Domain-generalizable Face Anti-Spoofing with Patch-based Multi-tasking and Artifact Pattern Conversion

Published 10 Apr 2026 in cs.CV | (2604.09018v1)

Abstract: Face Anti-Spoofing (FAS) algorithms, designed to secure face recognition systems against spoofing, struggle with limited dataset diversity, impairing their ability to handle unseen visual domains and spoofing methods. We introduce the Pattern Conversion Generative Adversarial Network (PCGAN) to enhance domain generalization in FAS. PCGAN effectively disentangles latent vectors for spoof artifacts and facial features, allowing to generate images with diverse artifacts. We further incorporate patch-based and multi-task learning to tackle partial attacks and overfitting issues to facial features. Our extensive experiments validate PCGAN's effectiveness in domain generalization and detecting partial attacks, giving a substantial improvement in facial recognition security.

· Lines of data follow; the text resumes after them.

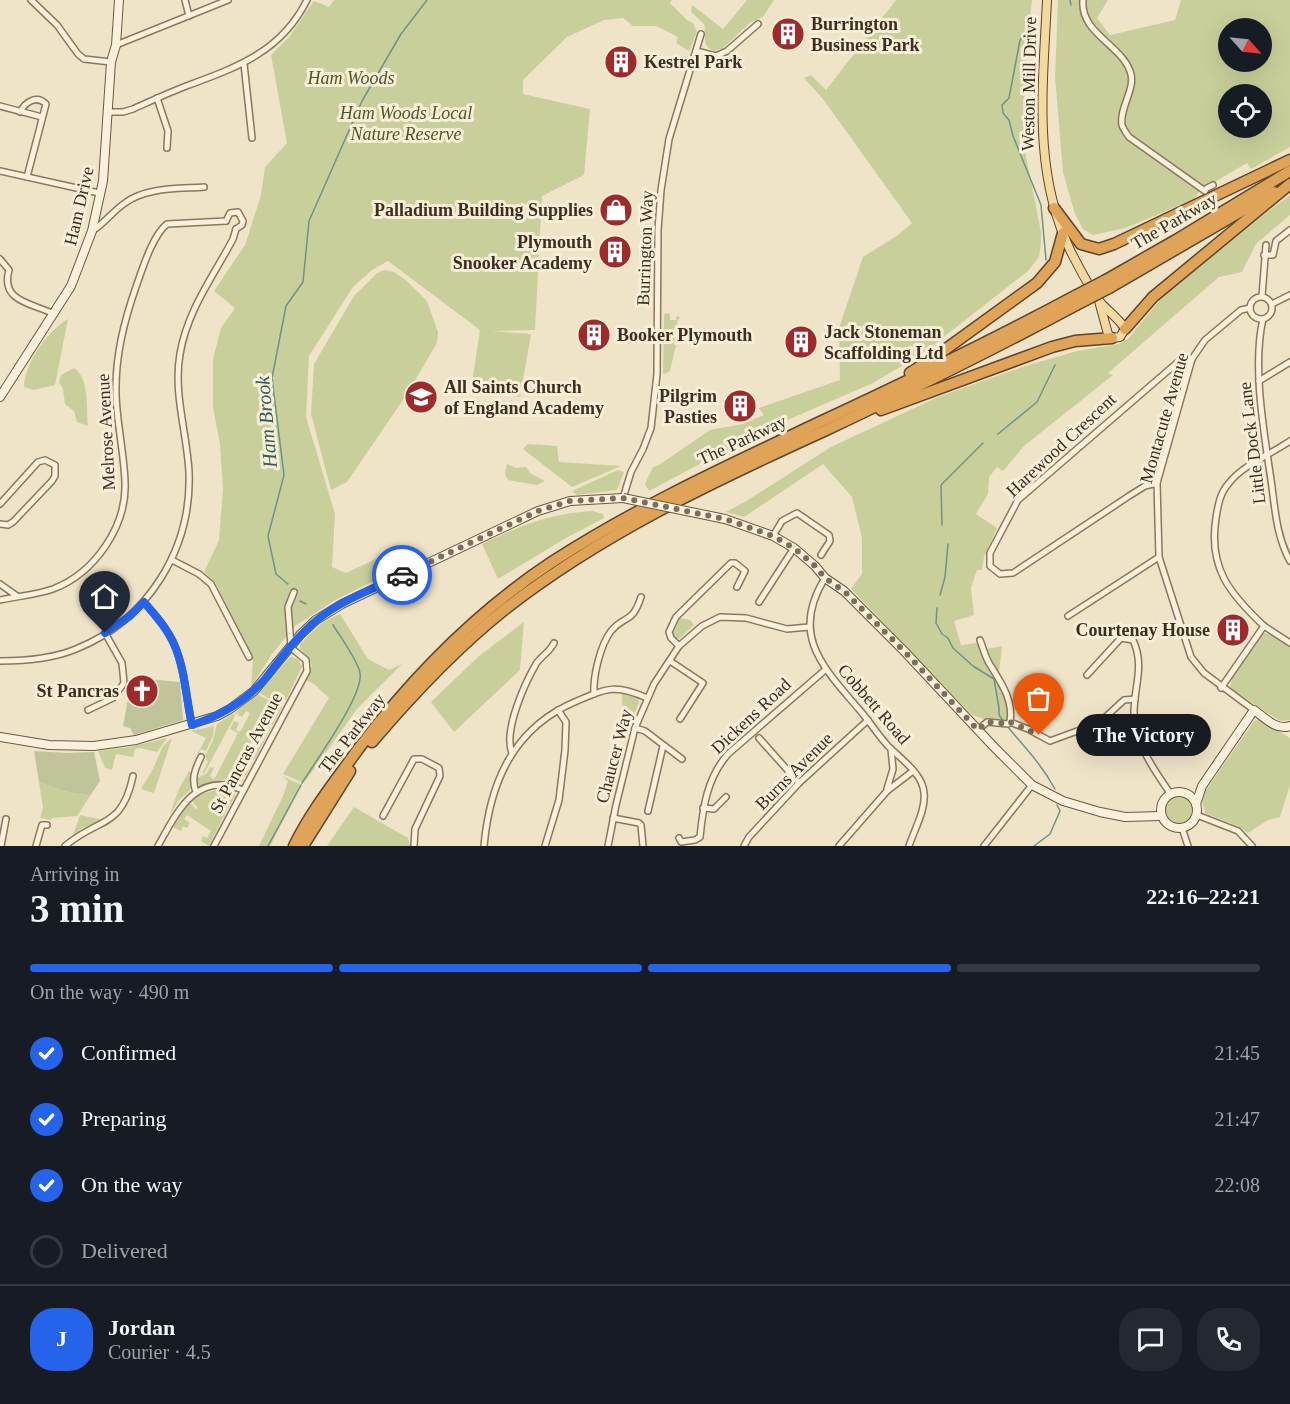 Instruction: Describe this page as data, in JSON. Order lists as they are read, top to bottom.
{
  "streets": {
    "highway": ["The Parkway"],
    "main road": ["Weston Mill Drive"],
    "street": [
      "Ham Drive",
      "Burrington Way",
      "Montacute Avenue",
      "Melrose Avenue",
      "Little Dock Lane",
      "Harewood Crescent",
      "Cobbett Road",
      "Dickens Road",
      "St Pancras Avenue",
      "Chaucer Way",
      "Burns Avenue"
    ]
  },
  "crossings": [
    ["Montacute Avenue", "Little Dock Lane"],
    ["Montacute Avenue", "Harewood Crescent"],
    ["Cobbett Road", "Dickens Road"],
    ["Cobbett Road", "Chaucer Way"],
    ["Cobbett Road", "Burns Avenue"]
  ],
  "water": ["Ham Brook"],
  "parks": ["Ham Woods", "Ham Woods Local Nature Reserve"],
  "places": {
    "building": [
      "Burrington Business Park",
      "Kestrel Park",
      "Plymouth Snooker Academy",
      "Booker Plymouth",
      "Jack Stoneman Scaffolding Ltd",
      "Pilgrim Pasties",
      "Courtenay House"
    ],
    "shop": ["Palladium Building Supplies"],
    "school or university": ["All Saints Church of England Academy"],
    "church": ["St Pancras"],
    "other": ["The Victory"]
  },
  "north": "bottom right",
  "page": {
    "bubble": "The Victory",
    "heading": ["3 min", "Arriving in", "22:16–22:21"],
    "panel": ["Jordan", "Courier · 4.5"],
    "bar": "On the way · 490 m",
    "list": [
      ["Confirmed", "21:45"],
      ["Preparing", "21:47"],
      ["On the way", "22:08"],
      "Delivered"
    ],
    "round": "J"
  }
}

Abstract PDF Upgrade to Chat

Authors (6)

Summary

The paper introduces a novel framework leveraging a PCGAN for artifact pattern augmentation and a patch-based multi-tasking network to boost generalization.
Methodologically, it disentangles facial content from spoof artifacts using spatial skip connections and patch-wise adversarial losses.
Experimental results show a significant reduction in ACER and improved AUC, demonstrating robust performance under cross-domain and partial attack scenarios.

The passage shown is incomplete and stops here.